> [WORK ORDER]: Whenever the word "canvas" turns up in a line below, that line should be copied.

> [STORED DATA]:
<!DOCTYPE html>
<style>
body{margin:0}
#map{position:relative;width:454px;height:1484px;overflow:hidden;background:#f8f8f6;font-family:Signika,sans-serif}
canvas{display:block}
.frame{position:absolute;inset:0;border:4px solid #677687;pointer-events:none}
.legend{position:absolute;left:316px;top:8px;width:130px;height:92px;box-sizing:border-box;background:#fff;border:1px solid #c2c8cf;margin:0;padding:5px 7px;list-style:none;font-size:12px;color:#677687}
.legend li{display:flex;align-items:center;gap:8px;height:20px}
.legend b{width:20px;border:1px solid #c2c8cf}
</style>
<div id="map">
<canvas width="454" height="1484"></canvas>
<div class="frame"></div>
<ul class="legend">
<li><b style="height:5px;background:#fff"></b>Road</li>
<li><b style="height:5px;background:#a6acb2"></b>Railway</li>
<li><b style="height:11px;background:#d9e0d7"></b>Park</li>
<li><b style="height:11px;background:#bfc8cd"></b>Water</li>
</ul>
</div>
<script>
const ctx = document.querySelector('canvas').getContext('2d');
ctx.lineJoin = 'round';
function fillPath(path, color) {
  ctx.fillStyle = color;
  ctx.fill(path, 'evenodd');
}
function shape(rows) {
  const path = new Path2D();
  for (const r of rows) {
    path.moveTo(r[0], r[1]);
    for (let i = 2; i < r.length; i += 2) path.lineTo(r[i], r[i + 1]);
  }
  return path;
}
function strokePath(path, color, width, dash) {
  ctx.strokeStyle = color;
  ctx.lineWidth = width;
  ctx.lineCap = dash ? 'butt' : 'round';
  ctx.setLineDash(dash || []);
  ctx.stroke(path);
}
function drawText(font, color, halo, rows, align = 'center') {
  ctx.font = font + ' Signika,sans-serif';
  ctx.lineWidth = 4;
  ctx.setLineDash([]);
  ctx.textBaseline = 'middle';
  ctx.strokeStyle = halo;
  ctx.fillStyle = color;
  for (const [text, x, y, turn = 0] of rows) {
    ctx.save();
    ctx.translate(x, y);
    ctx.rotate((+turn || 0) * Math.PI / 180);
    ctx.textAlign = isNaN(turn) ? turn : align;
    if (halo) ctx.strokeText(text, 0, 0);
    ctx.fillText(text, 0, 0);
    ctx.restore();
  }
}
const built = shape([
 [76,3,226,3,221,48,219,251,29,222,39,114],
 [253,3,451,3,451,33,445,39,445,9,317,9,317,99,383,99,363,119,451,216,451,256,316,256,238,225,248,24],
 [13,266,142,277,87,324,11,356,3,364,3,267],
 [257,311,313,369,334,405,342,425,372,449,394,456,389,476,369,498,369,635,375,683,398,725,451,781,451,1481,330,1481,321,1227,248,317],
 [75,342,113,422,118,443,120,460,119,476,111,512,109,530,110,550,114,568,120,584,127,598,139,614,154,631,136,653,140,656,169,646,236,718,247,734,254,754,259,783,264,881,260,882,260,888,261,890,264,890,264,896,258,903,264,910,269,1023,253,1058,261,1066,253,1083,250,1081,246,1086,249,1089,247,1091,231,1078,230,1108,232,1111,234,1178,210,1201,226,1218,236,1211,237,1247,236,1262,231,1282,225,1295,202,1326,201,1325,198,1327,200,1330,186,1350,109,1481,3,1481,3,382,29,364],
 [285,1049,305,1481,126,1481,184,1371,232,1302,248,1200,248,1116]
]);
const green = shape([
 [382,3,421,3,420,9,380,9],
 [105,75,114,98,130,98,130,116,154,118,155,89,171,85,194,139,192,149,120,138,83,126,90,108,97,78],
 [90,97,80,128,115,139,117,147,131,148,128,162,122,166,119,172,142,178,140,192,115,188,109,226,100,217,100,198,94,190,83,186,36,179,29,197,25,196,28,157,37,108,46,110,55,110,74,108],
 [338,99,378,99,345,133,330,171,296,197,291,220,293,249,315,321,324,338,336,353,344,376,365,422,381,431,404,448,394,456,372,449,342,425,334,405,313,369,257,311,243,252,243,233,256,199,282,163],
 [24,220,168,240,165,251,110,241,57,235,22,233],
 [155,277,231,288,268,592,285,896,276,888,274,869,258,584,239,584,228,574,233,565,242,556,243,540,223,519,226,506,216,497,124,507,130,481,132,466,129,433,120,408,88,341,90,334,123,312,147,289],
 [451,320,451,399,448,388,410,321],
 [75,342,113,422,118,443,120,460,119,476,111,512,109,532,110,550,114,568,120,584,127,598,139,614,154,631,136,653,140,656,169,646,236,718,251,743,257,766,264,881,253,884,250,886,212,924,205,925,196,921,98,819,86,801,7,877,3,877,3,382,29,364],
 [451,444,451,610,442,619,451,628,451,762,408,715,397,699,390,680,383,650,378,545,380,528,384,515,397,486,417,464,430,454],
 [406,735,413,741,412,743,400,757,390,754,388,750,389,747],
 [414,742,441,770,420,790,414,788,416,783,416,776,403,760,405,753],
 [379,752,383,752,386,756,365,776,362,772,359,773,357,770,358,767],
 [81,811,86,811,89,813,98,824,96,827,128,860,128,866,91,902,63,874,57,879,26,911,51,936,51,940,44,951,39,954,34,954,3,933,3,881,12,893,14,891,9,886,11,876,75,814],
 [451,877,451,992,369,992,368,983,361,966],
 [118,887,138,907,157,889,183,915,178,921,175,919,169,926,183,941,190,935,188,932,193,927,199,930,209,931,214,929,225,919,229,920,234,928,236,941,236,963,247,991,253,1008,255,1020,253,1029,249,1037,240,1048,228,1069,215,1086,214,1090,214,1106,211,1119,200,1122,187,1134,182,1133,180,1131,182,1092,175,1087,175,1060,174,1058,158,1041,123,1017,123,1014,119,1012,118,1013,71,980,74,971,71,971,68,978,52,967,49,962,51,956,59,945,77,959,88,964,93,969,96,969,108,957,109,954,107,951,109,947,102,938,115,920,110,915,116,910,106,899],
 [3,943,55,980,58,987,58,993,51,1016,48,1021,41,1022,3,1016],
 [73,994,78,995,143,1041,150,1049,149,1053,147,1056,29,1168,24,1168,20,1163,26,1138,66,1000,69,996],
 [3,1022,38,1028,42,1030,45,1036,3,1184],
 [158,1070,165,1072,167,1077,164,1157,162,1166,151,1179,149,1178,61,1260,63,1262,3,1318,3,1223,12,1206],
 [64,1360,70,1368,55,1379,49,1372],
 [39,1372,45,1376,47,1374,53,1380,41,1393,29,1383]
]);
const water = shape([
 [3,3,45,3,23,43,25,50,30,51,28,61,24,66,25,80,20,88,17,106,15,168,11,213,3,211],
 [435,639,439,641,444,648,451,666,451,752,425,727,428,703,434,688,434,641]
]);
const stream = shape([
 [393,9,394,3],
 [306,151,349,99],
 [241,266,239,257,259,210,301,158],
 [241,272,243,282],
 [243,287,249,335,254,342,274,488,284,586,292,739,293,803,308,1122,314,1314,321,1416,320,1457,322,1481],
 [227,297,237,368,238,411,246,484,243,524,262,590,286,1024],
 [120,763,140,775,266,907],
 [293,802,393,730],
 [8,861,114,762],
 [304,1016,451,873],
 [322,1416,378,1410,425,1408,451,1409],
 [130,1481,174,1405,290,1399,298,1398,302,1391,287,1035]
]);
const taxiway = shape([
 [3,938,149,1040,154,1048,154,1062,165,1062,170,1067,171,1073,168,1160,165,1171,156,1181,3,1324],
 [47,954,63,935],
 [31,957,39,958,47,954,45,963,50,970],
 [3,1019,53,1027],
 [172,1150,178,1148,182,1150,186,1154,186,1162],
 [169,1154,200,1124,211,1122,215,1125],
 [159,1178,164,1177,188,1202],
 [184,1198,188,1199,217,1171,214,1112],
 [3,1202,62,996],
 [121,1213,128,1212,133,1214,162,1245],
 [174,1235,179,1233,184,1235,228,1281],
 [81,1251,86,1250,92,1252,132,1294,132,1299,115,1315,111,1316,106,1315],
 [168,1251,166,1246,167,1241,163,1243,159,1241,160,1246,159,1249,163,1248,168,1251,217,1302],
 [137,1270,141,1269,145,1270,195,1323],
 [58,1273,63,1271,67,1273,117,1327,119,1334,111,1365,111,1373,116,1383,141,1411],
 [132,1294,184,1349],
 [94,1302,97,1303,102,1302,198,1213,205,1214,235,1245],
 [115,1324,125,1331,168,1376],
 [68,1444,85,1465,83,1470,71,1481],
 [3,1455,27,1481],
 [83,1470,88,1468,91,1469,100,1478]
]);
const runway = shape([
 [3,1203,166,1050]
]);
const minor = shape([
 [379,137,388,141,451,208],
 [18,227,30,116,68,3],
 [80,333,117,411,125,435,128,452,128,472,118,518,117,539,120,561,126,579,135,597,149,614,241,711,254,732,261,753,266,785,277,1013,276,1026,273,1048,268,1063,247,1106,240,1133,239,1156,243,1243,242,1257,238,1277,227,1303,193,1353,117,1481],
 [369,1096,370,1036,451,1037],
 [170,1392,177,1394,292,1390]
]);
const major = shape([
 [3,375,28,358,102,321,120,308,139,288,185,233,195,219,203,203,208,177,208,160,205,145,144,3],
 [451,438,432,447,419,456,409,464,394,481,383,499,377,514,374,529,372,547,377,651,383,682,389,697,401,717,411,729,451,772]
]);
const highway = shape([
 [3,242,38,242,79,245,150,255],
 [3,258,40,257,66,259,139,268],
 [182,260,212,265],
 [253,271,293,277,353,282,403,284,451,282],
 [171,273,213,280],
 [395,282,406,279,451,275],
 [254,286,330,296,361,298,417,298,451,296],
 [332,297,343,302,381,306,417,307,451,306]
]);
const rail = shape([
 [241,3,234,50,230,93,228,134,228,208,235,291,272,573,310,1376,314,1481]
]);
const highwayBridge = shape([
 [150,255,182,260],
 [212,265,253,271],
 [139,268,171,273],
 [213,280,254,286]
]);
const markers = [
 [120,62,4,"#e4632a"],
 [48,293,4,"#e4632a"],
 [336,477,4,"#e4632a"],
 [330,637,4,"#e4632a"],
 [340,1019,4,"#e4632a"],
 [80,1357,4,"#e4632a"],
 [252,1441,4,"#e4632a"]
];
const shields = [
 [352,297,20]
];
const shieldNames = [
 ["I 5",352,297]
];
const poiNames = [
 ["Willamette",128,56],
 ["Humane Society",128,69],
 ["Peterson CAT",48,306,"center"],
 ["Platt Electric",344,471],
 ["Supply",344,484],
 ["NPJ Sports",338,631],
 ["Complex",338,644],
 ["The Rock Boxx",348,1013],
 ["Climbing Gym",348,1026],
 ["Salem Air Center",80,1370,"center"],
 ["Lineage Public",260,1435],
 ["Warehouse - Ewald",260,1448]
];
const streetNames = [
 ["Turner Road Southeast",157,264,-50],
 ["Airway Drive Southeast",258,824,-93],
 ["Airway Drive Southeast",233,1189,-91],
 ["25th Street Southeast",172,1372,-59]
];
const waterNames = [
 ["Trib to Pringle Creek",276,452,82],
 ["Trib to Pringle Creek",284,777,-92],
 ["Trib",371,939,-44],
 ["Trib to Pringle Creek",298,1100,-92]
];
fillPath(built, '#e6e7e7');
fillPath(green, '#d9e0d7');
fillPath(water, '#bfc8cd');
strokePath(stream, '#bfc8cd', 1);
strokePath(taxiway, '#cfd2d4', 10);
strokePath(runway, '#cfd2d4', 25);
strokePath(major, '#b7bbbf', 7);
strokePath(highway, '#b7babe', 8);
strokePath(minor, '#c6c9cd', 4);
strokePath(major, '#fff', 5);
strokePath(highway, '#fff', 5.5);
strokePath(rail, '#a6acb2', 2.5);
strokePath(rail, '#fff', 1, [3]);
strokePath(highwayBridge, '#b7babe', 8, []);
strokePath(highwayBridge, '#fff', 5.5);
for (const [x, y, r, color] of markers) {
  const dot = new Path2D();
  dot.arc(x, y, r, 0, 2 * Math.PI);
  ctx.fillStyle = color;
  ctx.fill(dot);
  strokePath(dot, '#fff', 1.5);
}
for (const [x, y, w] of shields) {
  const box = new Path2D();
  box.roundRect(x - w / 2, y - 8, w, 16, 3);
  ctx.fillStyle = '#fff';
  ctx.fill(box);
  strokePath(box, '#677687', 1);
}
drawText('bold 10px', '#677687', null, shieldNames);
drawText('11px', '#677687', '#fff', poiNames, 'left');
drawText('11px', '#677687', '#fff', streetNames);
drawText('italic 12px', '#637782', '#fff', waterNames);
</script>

> [THE COMPLETED TASK]:
canvas{display:block}
<canvas width="454" height="1484"></canvas>
const ctx = document.querySelector('canvas').getContext('2d');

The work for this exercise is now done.